No tenía necesidad de meterse en algo tan sucio. Por eso lo haría. El que lo hace por necesidad es un pobre diablo; el que lo hace por ideales, o por placer, no figura entre los sospechosos de la policía. Claro que lo haría. Haría lo que fuese. Como en el aire. Como siempre. Por la patria, por él mismo, por la eterna lucha contra el tedio de los ricos que conoció de lejos sin llegar a palpar del todo. Porque sus noches de insomnio, euforia y abstinencia, alumbrasen delirios de grandeza en lugar de impulsos de suicidio. ¡Por eso lo haría!
Fatigado y satisfecho de haber cuadrado el edificio de sus pensamientos, el hombre abrió al fin el libro, y leyó: «No negarás, querida amiga, no serás tú quien me niegue, que hay seres, seres sin nombre, ni personas ni animales, que se engendran por sí solos en el placer malvado de los pensamientos absurdos».
—Como nosotros mismos —murmuró en voz baja, respondiendo a los tres golpes convenidos que por fin habían sonado en el cristal de la ventana.
Cuando los tres golpes sonaron de nuevo se levantó trabajosamente del sillón y se dirigió a la puerta principal. Estaba a punto de abrir cuando volvió sobre sus pasos, sacó una pistola de un cajón y se la guardó en el bolsillo del batín.
Los tres golpes volvieron a sonar en la ventana, un poco más fuertes.
El antiguo aviador descorrió con gran estruendo los cerrojos de la puerta y esperó hasta escuchar los pasos que se acercaban por el sendero de graba. Habían acordado que fuese solo, pero se escuchaban las pisadas de dos personas. Algo no iba bien.
La primera silueta era conocida, pero de todos modos, el hombre de la herida empuñó la pistola en el bolsillo, sin llegar a sacarla.
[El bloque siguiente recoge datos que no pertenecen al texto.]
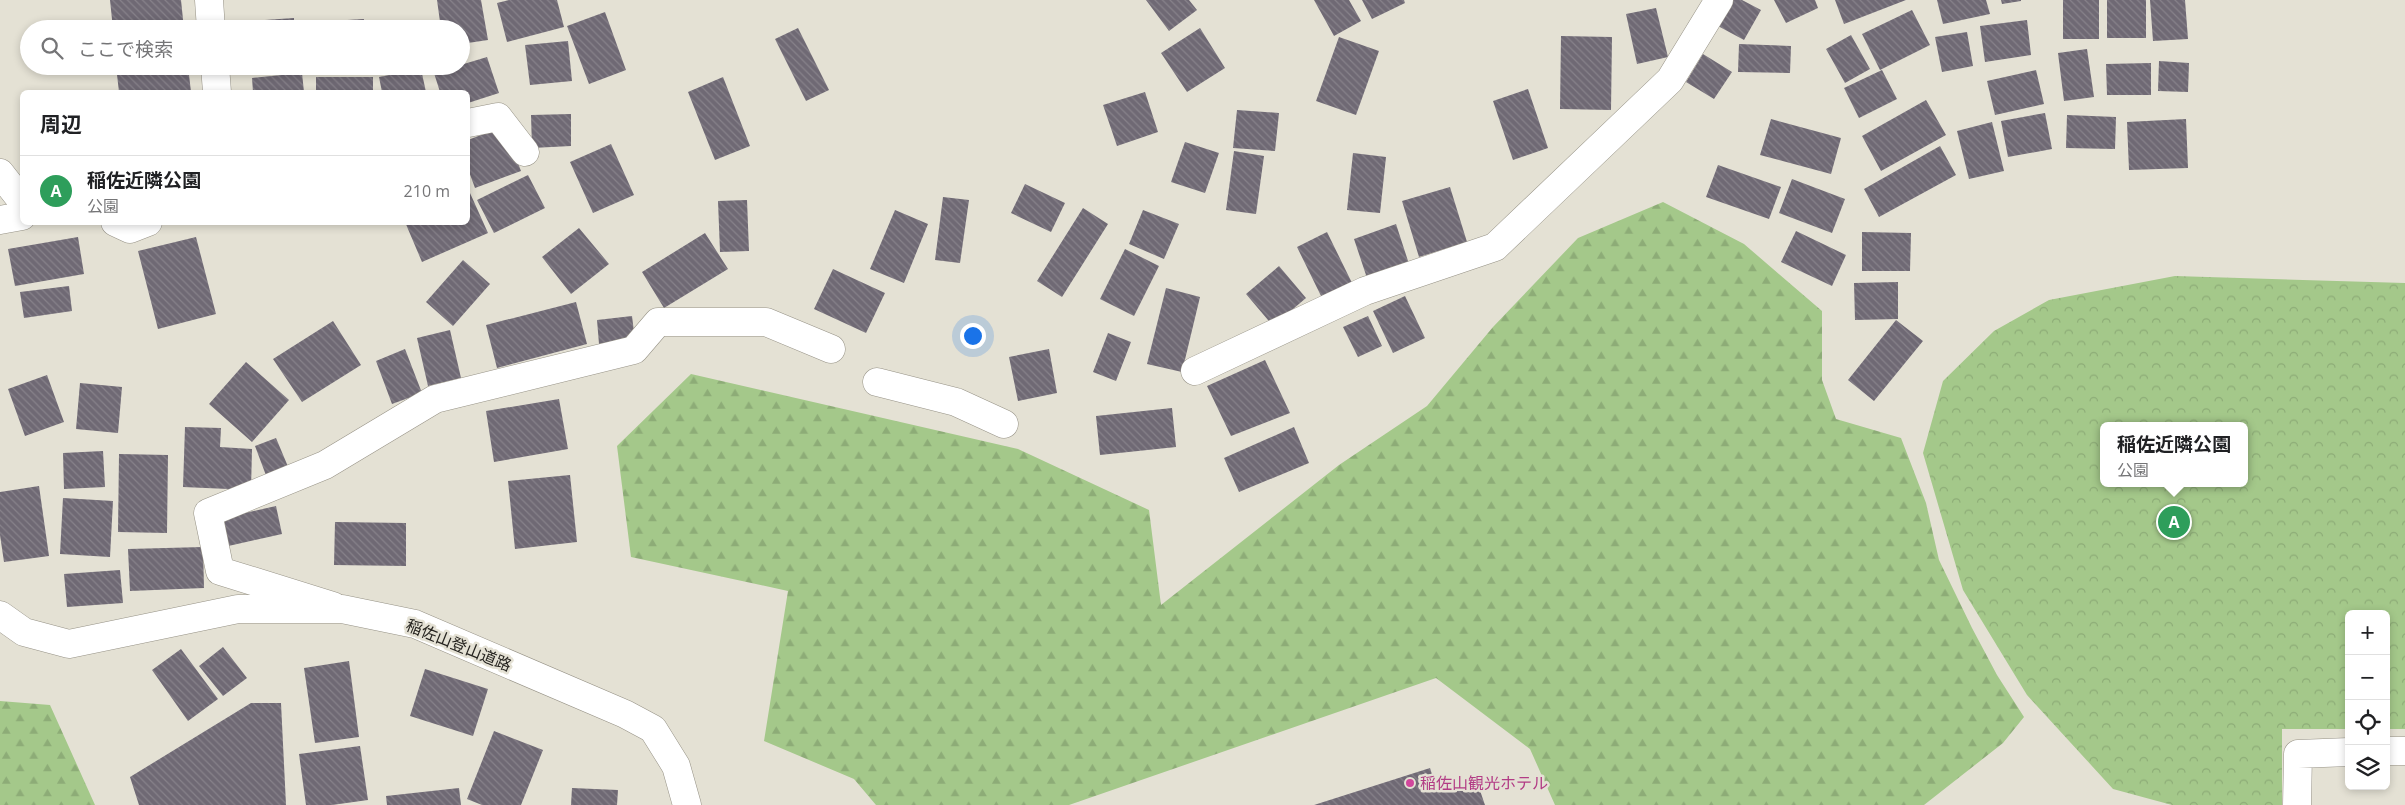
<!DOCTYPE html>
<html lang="ja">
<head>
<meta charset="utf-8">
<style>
	:root { --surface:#fff; --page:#f6f6f6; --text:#202124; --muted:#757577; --line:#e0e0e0; --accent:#0f766e }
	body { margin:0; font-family:"Open Sans","Noto Sans JP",sans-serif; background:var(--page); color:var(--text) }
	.controls { position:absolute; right:15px; bottom:15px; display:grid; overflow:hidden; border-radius:8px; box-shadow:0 2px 8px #0003 }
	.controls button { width:45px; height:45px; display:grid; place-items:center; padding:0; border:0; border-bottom:1px solid var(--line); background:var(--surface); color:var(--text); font:25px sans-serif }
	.you { position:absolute; left:972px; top:335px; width:18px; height:18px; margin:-12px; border:4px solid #fff; border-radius:50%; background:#1a73e8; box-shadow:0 0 0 8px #1a73e833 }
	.badge { display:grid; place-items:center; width:32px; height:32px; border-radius:50%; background:var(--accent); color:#fff; font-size:16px; font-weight:700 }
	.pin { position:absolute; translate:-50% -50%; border:2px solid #fff; box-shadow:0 1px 5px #0006 }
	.popup { position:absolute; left:2100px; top:422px; width:148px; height:65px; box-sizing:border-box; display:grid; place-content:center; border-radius:8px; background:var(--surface); filter:drop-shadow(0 1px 4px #0005); font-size:16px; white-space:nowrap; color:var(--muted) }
	.popup b { font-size:19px; color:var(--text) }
	.popup::after { content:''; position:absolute; left:50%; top:100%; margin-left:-10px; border:10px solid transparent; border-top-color:var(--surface) }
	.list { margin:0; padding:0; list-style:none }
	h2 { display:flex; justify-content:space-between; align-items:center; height:65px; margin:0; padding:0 20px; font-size:21px }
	h2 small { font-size:16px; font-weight:400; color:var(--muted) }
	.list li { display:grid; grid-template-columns:32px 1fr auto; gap:15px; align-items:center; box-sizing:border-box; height:70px; padding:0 20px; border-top:1px solid var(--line) }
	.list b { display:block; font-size:19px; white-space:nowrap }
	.list p { margin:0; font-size:16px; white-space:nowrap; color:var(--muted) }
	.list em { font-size:16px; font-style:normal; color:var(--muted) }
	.icon { flex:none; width:28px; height:28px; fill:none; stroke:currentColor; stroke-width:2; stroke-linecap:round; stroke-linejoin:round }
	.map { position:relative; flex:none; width:2405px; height:805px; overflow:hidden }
	.search { position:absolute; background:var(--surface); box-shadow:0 2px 8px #0003; left:20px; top:20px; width:450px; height:55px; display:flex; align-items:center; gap:12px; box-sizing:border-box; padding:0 18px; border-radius:28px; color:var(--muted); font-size:19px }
	.panel { position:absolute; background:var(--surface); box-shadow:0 2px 8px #0003; left:20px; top:90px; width:450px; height:135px; border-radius:8px }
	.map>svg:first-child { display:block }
</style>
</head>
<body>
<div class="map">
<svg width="2405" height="805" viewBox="0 0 2405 805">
	<defs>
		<pattern id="forest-firs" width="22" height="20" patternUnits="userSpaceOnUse" patternTransform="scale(1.25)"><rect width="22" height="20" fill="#a4c88a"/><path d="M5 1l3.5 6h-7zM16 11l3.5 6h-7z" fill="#8dac77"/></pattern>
		<pattern id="park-crowns" width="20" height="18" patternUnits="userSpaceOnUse" patternTransform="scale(1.25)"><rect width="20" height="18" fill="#a4c88a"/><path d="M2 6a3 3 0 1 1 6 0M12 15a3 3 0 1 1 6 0" fill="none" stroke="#8dac77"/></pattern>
		<pattern id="building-back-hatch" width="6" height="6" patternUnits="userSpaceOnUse" patternTransform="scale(1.25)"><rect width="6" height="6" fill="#6f6974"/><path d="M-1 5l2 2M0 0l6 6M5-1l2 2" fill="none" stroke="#87828a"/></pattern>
	</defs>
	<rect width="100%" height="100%" fill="#e4e1d4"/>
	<path fill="url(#forest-firs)" d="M 1663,202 L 1744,244 L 1822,311 L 1822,380 L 1836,419 L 1901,438 L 1926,503 L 1939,560 L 1972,628 L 1997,675 L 2024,717 L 2003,743 L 1924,805 L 1555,805 L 1530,749 L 1436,678 L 1069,805 L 876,805 L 854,779 L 764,741 L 788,591 L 631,557 L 617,446 L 691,374 L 1018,449 L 1149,510 L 1161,605 L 1339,465 L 1427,406 L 1493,327 L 1578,238 Z
		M 0,701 L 50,705 L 95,805 L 0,805 Z"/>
	<path fill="url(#park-crowns)" fill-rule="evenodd" d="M 2175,276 L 2405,283 L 2405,729 L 2386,729 L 2386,614 L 2349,614 L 2349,729 L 2282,729 L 2282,805 L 2172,805 L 2113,789 L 2027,695 L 1963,590 L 1923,453 L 1943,381 L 1994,331 L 2049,300 ZM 2104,426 L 2244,426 L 2244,483 L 2104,483 Z"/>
	<path fill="url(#building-back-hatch)" d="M 110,0 L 181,0 L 184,29 L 113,29 Z
		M 437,0 L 481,0 L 488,40 L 461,44 L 461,29 L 441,29 Z
		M 509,0 L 557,0 L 564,27 L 507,42 L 497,3 Z
		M 1146,0 L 1189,0 L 1197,10 L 1169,31 Z
		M 1314,0 L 1349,0 L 1361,21 L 1334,36 Z
		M 1362,0 L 1404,0 L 1405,3 L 1372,19 Z
		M 1732,0 L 1742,0 L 1761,10 L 1744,40 L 1718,26 Z
		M 1774,0 L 1815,0 L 1818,8 L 1786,23 Z
		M 1835,0 L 1906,0 L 1844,24 Z
		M 1937,0 L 1986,0 L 1990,14 L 1943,24 Z
		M 2001,0 L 2021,0 L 2021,1 L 2002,4 Z
		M 2063,0 L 2099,0 L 2099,39 L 2063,39 Z
		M 2107,0 L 2146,0 L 2146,38 L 2107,38 Z
		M 2150,0 L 2185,0 L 2188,39 L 2153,41 Z
		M 1656,8 L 1668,57 L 1637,64 L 1626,14 Z
		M 1912,10 L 1930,45 L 1880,70 L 1862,34 Z
		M 605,12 L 626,70 L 589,84 L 567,26 Z
		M 294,18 L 294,29 L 237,29 L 236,22 Z
		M 364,19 L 364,29 L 314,29 L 313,22 Z
		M 429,20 L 429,29 L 377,29 L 377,21 Z
		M 2027,20 L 2031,55 L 1985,62 L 1980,26 Z
		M 798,28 L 829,90 L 806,101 L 775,39 Z
		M 1200,28 L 1225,68 L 1187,92 L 1161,53 Z
		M 1967,32 L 1973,66 L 1942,72 L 1935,37 Z
		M 1851,35 L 1870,69 L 1845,83 L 1826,49 Z
		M 1561,36 L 1612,37 L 1611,110 L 1560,109 Z
		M 1339,37 L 1379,51 L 1356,115 L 1316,101 Z
		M 568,41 L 572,81 L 530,85 L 525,45 Z
		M 1739,44 L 1791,46 L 1790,73 L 1738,72 Z
		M 2087,49 L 2094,97 L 2064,101 L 2058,53 Z
		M 1703,54 L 1732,72 L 1714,99 L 1686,82 Z
		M 487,57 L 499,93 L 468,103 L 468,92 L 440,92 L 434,73 Z
		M 2159,61 L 2189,63 L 2188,92 L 2158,91 Z
		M 2151,63 L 2151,95 L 2107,95 L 2106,64 Z
		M 116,66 L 188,66 L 191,92 L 119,92 Z
		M 240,66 L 297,66 L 297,68 L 240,72 Z
		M 421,69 L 426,92 L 382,92 L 379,77 Z
		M 1882,70 L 1897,99 L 1859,118 L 1844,88 Z
		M 2036,70 L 2044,104 L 1995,115 L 1987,81 Z
		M 302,73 L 304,92 L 253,92 L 252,78 Z
		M 316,77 L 373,77 L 373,92 L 316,92 Z
		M 723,77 L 750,146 L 715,160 L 688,92 Z
		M 1528,89 L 1548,148 L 1513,160 L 1493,101 Z
		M 1145,92 L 1158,132 L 1117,146 L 1103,105 Z
		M 1926,100 L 1946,135 L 1881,171 L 1862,136 Z
		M 1237,110 L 1279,113 L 1275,151 L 1233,148 Z
		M 2045,113 L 2052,149 L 2008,157 L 2001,121 Z
		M 571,114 L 571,146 L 532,148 L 531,115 Z
		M 2067,115 L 2116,117 L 2115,149 L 2066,148 Z
		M 1771,119 L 1841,138 L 1831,174 L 1760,155 Z
		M 2186,119 L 2188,168 L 2129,170 L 2127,122 Z
		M 1992,122 L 2004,171 L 1969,179 L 1957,131 Z
		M 504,126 L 521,171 L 475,188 L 468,169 L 468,140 Z
		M 1185,142 L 1219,153 L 1205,193 L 1171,182 Z
		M 611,144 L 634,195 L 593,213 L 570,162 Z
		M 1940,146 L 1956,175 L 1879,217 L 1864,189 Z
		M 1234,151 L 1264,156 L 1256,214 L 1226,210 Z
		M 1353,153 L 1386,157 L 1380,213 L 1347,210 Z
		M 1718,165 L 1781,187 L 1769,219 L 1706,197 Z
		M 528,175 L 545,208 L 494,233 L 477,200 Z
		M 1792,179 L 1845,199 L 1832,233 L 1779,213 Z
		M 1025,184 L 1065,203 L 1051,232 L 1011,213 Z
		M 1450,187 L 1467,242 L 1419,257 L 1402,201 Z
		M 470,193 L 488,233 L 422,262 L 405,222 L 468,222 L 468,195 Z
		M 943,197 L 969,200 L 960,263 L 935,260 Z
		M 747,200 L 749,251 L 720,252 L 718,201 Z
		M 1083,208 L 1108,224 L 1062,297 L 1037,281 Z
		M 895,210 L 928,224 L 904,283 L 870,269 Z
		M 1143,210 L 1179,224 L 1164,259 L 1129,244 Z
		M 1396,224 L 1409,264 L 1367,278 L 1354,239 Z
		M 579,228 L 609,264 L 571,294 L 542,257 Z
		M 1796,231 L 1846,255 L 1832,286 L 1781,262 Z
		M 1327,232 L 1353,285 L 1323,300 L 1297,247 Z
		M 1862,232 L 1911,233 L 1910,271 L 1862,271 Z
		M 705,233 L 728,269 L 664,308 L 642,272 Z
		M 78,237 L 84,274 L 15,286 L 8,249 Z
		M 196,237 L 216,314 L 158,329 L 138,251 Z
		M 1125,249 L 1159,266 L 1134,316 L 1100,299 Z
		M 463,260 L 490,284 L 453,326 L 426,302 Z
		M 1279,266 L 1306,298 L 1273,326 L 1246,294 Z
		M 833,269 L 885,293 L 866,333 L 814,309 Z
		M 1898,282 L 1898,319 L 1855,320 L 1854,283 Z
		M 69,286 L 72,311 L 24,318 L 20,292 Z
		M 1166,288 L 1200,297 L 1182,372 L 1147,364 Z
		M 1405,296 L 1425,338 L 1393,353 L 1373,311 Z
		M 576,302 L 587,344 L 497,368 L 486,325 Z
		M 632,316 L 635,340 L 599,344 L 597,320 Z
		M 1368,316 L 1382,346 L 1358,357 L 1343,327 Z
		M 1896,320 L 1923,341 L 1874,401 L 1848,380 Z
		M 333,321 L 361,365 L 302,402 L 273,359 Z
		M 450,330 L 461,378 L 428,386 L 417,338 Z
		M 1108,333 L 1131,342 L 1116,381 L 1093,372 Z
		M 405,349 L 422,393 L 392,404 L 376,361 Z
		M 1049,349 L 1057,393 L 1018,401 L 1009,357 Z
		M 1265,360 L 1290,413 L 1231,436 L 1207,386 Z
		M 246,362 L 289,400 L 252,442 L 209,404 Z
		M 47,375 L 64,422 L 25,436 L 8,389 Z
		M 80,383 L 122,387 L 118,433 L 76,429 Z
		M 559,399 L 568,449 L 494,462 L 486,411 Z
		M 1172,408 L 1176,447 L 1100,455 L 1096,416 Z
		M 185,427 L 221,428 L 220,447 L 252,449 L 251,490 L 183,487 Z
		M 1294,427 L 1309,463 L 1239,492 L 1224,458 Z
		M 276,438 L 289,469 L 267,478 L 255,446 Z
		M 103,451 L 105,487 L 64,489 L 63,453 Z
		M 119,454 L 168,455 L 167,533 L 118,532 Z
		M 570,475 L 577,542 L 515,549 L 508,481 Z
		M 39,486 L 49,556 L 4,562 L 0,535 L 0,492 Z
		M 63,498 L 113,501 L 110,557 L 60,554 Z
		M 276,506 L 282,534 L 224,547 L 218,519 Z
		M 335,522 L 406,523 L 406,566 L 334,565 Z
		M 203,547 L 204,588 L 130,591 L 128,549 Z
		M 120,570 L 123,603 L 67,607 L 64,574 Z
		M 223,647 L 247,678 L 223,696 L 199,666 Z
		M 181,649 L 218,699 L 188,721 L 152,670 Z
		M 349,661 L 359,737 L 315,743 L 304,668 Z
		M 425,669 L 488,689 L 473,736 L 410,716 Z
		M 251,703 L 281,703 L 286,805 L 139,805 L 130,777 Z
		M 494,731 L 543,750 L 521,805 L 482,805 L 467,799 Z
		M 360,746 L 368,800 L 332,805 L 306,805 L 299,754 Z
		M 1430,768 L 1437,790 L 1475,776 L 1485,805 L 1314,805 Z
		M 459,788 L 461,805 L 387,805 L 386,796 Z
		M 572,788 L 618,790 L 617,805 L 571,805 Z"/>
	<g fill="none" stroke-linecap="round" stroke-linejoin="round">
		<g stroke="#969286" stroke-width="29">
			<path id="minor" d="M 209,0 L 211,29
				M 215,66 L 217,92
				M 468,123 L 498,117 L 525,152
				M 0,173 L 22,201
				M 0,220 L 22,216
				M 115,222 L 130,229 L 148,222
				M 1195,371 L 1365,291 L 1495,247 L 1670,80 L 1719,0
				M 877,382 L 956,402 L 1004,424
				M 333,606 L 220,571 L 208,513 L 325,465 L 435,399 L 634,350 L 658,322 L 766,322 L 831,349
				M 2386,751 L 2405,751
				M 2297,805 L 2298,754 L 2349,752"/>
		</g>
		<g stroke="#969286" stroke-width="29">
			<path id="tertiary" d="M 0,615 L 24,632 L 69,644 L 238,609 L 342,609 L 415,624 L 625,714 L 653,729 L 676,766 L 687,805"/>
		</g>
		<use href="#minor" stroke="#fff" stroke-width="28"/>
		<use href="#tertiary" stroke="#fff" stroke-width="28"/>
	</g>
	<circle fill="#d1479c" stroke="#e4e1d4" stroke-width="2" cx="1410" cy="783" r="5"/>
	<g text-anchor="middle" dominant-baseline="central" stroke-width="5" stroke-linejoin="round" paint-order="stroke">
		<g font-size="16" fill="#262420" stroke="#e4e1d4">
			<text transform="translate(459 645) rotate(22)">稲佐山登山道路</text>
		</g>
		<g font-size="16" fill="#b23c85" stroke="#e4e1d4" text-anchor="start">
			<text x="1420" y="783">稲佐山観光ホテル</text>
		</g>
	</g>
</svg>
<div class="controls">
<button>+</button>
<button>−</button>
<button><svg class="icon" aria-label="locate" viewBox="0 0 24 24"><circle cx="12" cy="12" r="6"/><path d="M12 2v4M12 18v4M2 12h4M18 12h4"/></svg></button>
<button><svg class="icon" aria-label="layers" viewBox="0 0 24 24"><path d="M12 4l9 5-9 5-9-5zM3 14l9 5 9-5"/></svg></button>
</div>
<div class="you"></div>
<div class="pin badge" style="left:2174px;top:522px;background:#2e9e5b">A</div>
<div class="popup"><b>稲佐近隣公園</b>公園</div>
<div class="search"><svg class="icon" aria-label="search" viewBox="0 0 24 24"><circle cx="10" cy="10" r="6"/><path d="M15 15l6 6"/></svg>ここで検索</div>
<section class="panel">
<h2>周辺<small></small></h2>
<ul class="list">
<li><span class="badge" style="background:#2e9e5b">A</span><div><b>稲佐近隣公園</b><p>公園</p></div><em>210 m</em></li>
</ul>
</section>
</div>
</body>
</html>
En caso de necesidad dispararía desde dentro de la bata, sin dar tiempo al otro a sospechar siquiera que iba armado.
Pero no hizo falta: en cuanto pudo ver el rostro del que se acercaba comprobó que era Joseph. Detrás iba una figura grotesca. Un ser extraño. El hombre de la herida en la ingle frunció el ceño al darse cuenta de que era una mujer. Lo último que esperaba.
—¿Cómo estamos, Sepp? —preguntó tendiéndole la mano al hombre pero sin dejar de mirar a la chica. No la había visto jamás, pero era como si la conociese de toda la vida. O de otra vida.
—Todo perfecto. Le dije a esta amiga que conocía a alguien que aún estaría levantado nos invitaría a una copa, ¿me equivoqué?
—Claro que no. Pasad y ya encontraremos algo.
—Gracias —repuso ella.
—¿No nos presentas? —preguntó el aviador a Lammers.
—No es necesario.
El hombre de la herida en la ingle miró fijamente a la mujer y se dio cuenta de que era exactamente como él imaginaba a la protagonista del libro que estaba intentado acabar de leer mientras esperaba.
—¿Puedo llamarle Alraune? —le preguntó.
—Claro —aceptó ella, sonriente.
—Yo soy von Kantzow. Gustav Von Kantzow, a su servicio, señorita —respondió, utilizando por primera vez ante desconocidos la falsa identidad que se había procurado.